Coffy is at once a notable moment in female-empowerment cinema and a pervasive exercise in the objectification of women. It’s as if Gloria Steinem wrote a screenplay that was then handed off to Hugh Hefner to direct.
After appearing in a couple of women-in-prison pictures, Pam Grier broke out as Coffy, a nurse with a secret life of violent retribution. Seething over the way the illegal drug trade has ruined her family – including an 11-year-old sister who’s in a juvenile rehabilitation facility – Coffey masquerades at night as various prostitutes and junkies in order to get close enough to pimps and dealers to take them out. And that she does, often with a shotgun and almost always with a one-liner. (A sample: “I’m gonna piss on your grave tomorrow!”)
This certainly sounds like a galvanizing genre picture with a socio-political undercurrent. And there are elements – a visit to that rehab center, a speech about the white power structure, Grier in the lead – that support this reading. But mostly the movie is about breasts: Coffy’s, yes, as well as those of just about every other woman character who appears on the screen. In fact, a drinking game could be devised around the number of times and variety of ways the female characters’ tops pop off. It’s almost as if writer-director Jack Hill, an exploitation veteran, had someone on the set dedicated to loosening blouse buttons and bra straps. I’d call Coffy‘s view of women infantile, except that even infants know that their mothers offer things like comfort, protection and love in addition to their breasts.
The common defense of Coffy is that these very things – comfort, protection, love – are offered in the form of Grier. To be sure, she’s a more complicated figure than the other women in the film, to say nothing of women in other blaxploitation pictures. Like Richard Roundtree’s Shaft, she stands apart from most of the African-American characters that the movies of the 1970s offered. Neither a criminal nor a victim, she’s strong, independent and successful. That she’s a woman only defies convention further.
So why does Coffy undercut each of these facts by objectifying her in the same way it objectifies every other woman in the story? It goes beyond the narrative excuse that Coffy uses sex as a form of espionage or as a weapon. The movie merges Coffy’s physicality with her mission to such a degree that one becomes indistinguishable from the other. Are these righteous breasts, or breasts of righteousness? Can they really be both at once?

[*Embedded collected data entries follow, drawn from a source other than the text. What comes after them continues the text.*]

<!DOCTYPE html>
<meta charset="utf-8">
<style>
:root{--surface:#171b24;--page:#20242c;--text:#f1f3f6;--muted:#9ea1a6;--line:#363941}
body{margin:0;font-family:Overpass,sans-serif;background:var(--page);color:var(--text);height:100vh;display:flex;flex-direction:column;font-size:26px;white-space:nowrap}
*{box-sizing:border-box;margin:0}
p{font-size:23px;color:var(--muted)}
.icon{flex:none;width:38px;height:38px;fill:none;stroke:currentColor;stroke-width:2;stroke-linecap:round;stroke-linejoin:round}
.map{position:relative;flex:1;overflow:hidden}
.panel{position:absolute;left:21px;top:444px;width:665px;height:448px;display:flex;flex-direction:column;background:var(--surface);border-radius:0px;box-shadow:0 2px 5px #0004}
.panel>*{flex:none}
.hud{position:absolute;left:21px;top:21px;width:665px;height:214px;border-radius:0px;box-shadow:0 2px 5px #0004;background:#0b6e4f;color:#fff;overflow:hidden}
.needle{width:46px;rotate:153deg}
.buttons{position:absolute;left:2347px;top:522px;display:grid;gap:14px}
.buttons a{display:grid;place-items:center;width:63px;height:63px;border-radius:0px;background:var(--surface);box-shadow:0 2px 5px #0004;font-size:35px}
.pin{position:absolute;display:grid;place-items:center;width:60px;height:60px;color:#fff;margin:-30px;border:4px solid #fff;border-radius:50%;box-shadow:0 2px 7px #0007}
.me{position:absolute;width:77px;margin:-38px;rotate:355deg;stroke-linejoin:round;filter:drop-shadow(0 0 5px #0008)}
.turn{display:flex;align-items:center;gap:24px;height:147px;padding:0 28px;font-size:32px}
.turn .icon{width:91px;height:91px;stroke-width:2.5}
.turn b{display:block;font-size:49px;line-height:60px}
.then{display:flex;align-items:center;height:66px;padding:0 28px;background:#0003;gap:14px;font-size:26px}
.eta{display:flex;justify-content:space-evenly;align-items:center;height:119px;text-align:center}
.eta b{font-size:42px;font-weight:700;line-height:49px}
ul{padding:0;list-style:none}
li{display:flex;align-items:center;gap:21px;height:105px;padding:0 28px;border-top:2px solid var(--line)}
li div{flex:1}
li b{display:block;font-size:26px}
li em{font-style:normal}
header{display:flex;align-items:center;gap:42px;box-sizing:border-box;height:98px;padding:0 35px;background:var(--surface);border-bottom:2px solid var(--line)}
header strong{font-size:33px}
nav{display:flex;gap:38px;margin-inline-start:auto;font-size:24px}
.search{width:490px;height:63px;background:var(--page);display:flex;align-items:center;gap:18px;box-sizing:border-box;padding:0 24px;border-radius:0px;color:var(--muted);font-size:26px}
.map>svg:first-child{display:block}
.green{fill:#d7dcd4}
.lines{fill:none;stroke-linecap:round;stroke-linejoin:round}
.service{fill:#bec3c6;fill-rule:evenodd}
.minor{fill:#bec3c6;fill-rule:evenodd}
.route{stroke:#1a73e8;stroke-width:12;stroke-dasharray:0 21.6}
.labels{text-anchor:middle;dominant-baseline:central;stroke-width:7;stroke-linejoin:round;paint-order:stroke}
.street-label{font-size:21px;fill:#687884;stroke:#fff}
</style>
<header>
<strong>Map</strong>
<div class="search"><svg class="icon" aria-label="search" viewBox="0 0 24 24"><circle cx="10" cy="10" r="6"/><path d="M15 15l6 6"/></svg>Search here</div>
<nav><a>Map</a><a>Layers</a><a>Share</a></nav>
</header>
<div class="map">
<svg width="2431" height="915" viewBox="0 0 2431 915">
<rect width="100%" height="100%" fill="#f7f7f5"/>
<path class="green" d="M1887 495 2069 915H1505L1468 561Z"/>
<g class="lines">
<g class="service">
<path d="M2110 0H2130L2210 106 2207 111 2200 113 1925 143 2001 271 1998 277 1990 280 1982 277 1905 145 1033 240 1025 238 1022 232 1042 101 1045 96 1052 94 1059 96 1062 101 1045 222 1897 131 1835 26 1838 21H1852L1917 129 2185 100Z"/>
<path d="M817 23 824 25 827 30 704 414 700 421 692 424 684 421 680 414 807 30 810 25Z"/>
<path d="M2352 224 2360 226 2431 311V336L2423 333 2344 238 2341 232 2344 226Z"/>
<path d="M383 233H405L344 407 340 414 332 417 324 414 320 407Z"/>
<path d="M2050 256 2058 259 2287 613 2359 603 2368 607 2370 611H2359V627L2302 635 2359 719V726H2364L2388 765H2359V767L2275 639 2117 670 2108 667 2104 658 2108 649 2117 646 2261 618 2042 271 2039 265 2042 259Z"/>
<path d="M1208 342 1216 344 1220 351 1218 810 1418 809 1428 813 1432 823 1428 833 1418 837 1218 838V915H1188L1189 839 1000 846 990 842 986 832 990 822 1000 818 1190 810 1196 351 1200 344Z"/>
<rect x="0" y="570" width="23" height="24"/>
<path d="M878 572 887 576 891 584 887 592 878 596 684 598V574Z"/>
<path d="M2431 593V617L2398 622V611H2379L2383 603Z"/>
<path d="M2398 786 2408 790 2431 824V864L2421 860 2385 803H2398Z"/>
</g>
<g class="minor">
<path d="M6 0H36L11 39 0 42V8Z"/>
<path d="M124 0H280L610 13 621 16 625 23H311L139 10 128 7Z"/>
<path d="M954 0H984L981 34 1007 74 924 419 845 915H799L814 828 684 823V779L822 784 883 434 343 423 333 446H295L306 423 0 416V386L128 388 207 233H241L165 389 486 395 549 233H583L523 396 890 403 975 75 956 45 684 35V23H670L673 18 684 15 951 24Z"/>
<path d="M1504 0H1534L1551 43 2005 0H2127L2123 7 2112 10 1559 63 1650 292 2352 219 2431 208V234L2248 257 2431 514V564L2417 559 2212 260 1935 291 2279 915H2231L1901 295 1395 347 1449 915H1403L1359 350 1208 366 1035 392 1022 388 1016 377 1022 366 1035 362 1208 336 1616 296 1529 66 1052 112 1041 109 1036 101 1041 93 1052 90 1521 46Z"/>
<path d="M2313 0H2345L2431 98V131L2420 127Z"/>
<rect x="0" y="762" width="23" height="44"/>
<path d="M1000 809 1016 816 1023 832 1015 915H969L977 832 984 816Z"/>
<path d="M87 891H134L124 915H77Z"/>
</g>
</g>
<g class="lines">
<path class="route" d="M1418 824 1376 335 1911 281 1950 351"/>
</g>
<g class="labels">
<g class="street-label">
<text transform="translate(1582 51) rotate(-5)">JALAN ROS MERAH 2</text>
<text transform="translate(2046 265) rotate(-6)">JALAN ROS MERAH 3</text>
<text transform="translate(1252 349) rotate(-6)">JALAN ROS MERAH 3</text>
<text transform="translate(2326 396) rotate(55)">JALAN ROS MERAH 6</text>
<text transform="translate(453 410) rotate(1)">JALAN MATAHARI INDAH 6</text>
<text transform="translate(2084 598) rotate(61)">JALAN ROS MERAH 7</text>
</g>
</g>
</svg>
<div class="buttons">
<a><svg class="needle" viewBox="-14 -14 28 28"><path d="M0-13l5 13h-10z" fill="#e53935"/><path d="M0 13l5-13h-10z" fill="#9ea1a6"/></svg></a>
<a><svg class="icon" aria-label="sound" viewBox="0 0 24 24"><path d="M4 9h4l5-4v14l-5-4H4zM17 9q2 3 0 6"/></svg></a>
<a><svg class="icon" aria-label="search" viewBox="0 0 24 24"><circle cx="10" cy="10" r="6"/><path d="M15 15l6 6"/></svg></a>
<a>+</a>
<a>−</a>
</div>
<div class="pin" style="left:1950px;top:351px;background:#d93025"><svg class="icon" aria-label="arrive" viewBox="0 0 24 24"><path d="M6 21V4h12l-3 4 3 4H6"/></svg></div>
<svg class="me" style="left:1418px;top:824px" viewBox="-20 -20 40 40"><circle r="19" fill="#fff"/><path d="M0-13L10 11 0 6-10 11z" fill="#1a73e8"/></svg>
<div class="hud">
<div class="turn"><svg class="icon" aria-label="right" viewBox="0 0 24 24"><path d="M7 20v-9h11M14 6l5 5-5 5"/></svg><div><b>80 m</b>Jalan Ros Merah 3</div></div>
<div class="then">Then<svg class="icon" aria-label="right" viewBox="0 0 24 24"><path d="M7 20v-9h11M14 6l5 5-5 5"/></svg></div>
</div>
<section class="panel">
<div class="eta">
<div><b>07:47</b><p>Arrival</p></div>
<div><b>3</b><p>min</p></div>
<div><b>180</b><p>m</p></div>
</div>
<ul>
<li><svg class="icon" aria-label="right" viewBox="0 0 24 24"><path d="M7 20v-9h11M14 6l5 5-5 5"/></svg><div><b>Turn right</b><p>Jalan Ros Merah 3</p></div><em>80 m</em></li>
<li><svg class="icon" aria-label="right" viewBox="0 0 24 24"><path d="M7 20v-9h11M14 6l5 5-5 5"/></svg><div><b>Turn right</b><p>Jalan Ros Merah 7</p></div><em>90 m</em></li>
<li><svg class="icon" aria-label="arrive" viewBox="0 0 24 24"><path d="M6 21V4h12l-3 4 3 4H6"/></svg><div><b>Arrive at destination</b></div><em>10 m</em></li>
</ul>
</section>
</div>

I’d be more inclined to answer yes if Coffy was at least a decently made movie, but it’s a mess. You could write this off to the low-budget nature of the blaxploitation genre, except that Shaft and Super Fly had already proven that cinematic poetry within these confines was possible. More than once in Coffy, the camera is so awkwardly handled that it feels as if someone must have bumped into the operator. At one point there is a silly chase sequence in which a car tries to run Coffy down by going in endless and illogical circles. Even the music – Roy Ayers composed and arranged the soundtrack – is less than impressive. (“Coffy Is The Color” ain’t no “Theme From Shaft.”)
Grier isn’t entirely the saving grace, either; as an actress, she still needed time to blossom. I realize she’s supposed to be “acting” in many of these scenes, as when she poses as a Jamaican prostitute, but we always see the effort, even when she’s playing a moment straight. In Coffy, we only get glimpses of the no-nonsense nobility that would come to full flower 25 years later, in Quentin Tarantino’s Jackie Brown. If only Coffy gave us more glimpses of that side of Grier, and less glimpses of her breasts.